Your assignment:
What number of lines in the data below contain the string "الفردوس"? Answer with that number alone.

Dataset:
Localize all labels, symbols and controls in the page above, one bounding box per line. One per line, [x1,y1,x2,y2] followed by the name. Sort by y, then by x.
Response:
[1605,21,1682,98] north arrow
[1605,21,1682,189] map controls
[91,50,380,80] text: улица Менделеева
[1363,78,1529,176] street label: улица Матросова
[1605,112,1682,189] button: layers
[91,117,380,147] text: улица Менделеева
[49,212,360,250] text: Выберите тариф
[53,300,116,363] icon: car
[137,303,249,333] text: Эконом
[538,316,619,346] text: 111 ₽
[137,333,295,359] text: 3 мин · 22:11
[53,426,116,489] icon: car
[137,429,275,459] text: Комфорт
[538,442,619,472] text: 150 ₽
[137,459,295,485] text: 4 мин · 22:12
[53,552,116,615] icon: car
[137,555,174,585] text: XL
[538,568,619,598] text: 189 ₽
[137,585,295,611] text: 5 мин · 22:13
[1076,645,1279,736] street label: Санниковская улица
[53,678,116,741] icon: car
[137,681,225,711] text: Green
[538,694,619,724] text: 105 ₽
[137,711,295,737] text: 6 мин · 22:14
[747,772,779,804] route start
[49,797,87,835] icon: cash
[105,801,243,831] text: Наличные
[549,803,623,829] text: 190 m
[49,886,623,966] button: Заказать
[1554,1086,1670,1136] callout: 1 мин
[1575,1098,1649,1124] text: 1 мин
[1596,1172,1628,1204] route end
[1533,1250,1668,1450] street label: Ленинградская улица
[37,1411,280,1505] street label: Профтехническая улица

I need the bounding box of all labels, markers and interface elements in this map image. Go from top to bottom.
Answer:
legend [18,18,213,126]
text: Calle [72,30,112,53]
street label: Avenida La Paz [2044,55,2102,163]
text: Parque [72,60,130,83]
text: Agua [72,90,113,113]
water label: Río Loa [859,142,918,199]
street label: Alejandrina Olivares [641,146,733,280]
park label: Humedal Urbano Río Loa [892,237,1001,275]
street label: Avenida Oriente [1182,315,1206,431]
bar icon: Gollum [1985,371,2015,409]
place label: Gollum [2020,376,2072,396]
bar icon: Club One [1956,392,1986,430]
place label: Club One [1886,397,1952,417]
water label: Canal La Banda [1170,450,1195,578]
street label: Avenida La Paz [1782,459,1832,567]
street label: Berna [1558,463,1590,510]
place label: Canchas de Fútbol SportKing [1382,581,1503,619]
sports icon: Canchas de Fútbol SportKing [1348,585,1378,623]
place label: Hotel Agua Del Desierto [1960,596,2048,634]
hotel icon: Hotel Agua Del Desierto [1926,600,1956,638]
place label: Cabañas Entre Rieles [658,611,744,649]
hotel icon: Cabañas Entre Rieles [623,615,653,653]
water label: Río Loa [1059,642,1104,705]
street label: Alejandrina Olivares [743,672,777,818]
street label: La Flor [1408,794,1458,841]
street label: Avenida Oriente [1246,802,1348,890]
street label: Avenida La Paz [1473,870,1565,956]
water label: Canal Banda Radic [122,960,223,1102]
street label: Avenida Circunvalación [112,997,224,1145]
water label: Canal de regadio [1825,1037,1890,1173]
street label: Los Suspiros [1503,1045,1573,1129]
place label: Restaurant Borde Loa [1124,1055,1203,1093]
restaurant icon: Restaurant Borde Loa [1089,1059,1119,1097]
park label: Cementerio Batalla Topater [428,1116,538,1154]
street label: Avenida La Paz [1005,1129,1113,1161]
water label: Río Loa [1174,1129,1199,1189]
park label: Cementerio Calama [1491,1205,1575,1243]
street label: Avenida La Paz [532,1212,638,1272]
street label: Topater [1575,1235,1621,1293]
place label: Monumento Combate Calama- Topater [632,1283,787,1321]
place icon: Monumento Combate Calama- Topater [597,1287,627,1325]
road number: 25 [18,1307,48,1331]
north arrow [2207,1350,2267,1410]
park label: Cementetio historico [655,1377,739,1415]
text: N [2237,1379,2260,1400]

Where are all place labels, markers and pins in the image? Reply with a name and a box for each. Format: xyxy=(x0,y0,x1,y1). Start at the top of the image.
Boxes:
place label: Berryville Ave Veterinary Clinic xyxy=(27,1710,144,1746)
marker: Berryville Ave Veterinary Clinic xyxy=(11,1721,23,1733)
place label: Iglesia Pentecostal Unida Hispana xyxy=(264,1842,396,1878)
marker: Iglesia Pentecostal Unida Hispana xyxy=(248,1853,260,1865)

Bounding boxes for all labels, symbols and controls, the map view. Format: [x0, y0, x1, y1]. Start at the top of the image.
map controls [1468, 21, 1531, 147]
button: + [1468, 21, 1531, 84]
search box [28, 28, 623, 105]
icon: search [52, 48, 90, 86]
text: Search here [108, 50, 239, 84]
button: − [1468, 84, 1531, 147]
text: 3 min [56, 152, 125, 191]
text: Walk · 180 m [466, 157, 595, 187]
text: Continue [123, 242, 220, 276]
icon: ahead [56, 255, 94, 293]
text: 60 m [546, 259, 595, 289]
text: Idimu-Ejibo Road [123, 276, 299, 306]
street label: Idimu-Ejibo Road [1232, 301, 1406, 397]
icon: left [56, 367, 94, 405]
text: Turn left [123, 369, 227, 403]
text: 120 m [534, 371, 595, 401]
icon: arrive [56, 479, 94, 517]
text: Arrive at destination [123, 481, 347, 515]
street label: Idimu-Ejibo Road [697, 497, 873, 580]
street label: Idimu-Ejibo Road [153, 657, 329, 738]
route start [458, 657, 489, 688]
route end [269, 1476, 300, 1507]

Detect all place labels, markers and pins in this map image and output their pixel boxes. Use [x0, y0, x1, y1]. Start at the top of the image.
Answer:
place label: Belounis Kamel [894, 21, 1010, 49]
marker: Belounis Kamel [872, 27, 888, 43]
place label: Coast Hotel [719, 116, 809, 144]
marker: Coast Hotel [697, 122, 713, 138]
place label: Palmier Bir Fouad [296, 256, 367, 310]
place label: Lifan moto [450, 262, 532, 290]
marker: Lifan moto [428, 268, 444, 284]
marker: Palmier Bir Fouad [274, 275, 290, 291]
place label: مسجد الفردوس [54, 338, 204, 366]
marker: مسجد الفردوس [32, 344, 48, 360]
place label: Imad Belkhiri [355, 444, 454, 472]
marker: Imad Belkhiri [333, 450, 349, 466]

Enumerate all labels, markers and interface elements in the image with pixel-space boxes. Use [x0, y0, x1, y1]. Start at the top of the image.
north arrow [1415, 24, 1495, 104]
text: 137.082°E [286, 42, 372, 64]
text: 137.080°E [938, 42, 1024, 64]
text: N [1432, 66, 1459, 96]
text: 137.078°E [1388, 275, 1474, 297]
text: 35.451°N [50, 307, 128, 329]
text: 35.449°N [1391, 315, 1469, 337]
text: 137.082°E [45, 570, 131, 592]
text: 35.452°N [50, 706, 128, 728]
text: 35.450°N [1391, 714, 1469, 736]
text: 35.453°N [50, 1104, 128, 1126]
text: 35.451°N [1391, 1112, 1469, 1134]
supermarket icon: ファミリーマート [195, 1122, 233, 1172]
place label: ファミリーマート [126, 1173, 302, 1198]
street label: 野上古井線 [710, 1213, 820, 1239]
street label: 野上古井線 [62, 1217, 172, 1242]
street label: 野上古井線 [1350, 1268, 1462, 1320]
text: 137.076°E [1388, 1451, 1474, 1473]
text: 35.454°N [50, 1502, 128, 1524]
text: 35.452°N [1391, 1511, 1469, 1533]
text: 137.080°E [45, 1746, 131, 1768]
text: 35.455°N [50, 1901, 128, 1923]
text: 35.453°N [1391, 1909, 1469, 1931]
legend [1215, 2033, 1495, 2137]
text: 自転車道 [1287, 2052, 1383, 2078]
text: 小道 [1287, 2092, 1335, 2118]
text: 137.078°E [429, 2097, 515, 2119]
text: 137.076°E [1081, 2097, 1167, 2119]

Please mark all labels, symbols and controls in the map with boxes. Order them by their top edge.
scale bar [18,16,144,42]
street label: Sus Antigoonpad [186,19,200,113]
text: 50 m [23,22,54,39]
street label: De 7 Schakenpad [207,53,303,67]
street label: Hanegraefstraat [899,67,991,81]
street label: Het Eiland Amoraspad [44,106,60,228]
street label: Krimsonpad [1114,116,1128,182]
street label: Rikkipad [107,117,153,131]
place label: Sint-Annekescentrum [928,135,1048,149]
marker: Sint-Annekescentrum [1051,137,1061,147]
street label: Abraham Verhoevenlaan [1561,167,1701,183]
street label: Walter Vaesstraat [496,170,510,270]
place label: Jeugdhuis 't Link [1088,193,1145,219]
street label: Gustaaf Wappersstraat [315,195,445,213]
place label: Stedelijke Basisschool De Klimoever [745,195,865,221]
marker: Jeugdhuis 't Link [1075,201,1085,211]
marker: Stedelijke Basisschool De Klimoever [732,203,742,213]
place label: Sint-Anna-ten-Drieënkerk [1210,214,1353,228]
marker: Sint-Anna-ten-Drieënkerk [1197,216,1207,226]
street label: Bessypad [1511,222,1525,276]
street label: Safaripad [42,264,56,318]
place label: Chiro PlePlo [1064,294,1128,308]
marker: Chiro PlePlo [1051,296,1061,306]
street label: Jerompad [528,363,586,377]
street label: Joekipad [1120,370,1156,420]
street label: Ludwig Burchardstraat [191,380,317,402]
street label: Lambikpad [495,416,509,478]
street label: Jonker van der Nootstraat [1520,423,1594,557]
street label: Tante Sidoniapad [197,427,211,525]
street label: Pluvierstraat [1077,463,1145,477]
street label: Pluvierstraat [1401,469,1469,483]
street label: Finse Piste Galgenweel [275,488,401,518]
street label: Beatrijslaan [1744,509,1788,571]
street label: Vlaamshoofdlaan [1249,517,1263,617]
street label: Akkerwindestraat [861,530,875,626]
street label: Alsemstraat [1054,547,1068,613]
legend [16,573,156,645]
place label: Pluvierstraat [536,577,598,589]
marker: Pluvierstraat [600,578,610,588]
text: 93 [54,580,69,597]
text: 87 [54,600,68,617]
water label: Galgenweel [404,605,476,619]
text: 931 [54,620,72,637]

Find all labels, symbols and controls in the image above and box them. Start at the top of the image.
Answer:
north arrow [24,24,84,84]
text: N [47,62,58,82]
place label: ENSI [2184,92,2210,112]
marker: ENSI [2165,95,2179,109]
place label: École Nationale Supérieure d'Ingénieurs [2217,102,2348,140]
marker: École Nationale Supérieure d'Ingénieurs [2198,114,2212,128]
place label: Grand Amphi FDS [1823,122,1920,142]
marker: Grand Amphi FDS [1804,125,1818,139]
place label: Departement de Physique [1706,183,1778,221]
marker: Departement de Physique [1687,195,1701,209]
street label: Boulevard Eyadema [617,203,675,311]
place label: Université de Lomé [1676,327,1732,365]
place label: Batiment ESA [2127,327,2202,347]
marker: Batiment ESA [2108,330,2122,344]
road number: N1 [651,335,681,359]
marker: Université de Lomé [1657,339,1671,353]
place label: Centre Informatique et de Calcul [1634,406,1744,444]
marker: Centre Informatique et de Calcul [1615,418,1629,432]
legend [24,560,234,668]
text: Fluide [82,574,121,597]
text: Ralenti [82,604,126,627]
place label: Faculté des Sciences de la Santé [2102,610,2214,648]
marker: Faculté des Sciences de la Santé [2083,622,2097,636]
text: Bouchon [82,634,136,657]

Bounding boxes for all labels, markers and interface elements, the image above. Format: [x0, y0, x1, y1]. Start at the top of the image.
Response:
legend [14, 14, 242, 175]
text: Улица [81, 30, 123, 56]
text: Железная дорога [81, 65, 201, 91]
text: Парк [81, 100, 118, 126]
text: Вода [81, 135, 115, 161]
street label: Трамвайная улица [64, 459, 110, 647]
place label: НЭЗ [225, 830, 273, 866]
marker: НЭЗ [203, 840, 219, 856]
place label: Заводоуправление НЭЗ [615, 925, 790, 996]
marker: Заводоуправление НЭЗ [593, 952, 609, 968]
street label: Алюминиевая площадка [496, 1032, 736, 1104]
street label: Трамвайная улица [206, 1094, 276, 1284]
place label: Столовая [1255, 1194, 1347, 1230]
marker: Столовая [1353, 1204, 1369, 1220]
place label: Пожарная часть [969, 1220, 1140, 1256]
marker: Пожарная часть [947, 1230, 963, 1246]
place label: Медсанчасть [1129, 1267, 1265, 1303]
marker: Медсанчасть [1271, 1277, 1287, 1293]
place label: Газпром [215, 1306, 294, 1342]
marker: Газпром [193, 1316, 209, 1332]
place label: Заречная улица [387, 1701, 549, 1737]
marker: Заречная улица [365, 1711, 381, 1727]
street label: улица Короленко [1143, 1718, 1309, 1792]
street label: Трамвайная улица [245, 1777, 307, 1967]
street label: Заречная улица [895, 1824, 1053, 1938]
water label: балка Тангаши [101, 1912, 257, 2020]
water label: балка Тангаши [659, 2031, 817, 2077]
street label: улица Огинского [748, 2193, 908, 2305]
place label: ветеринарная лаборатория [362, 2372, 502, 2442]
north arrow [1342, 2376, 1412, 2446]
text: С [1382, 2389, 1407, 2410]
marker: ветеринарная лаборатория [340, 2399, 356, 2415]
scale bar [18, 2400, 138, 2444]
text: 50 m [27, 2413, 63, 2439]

Result:
2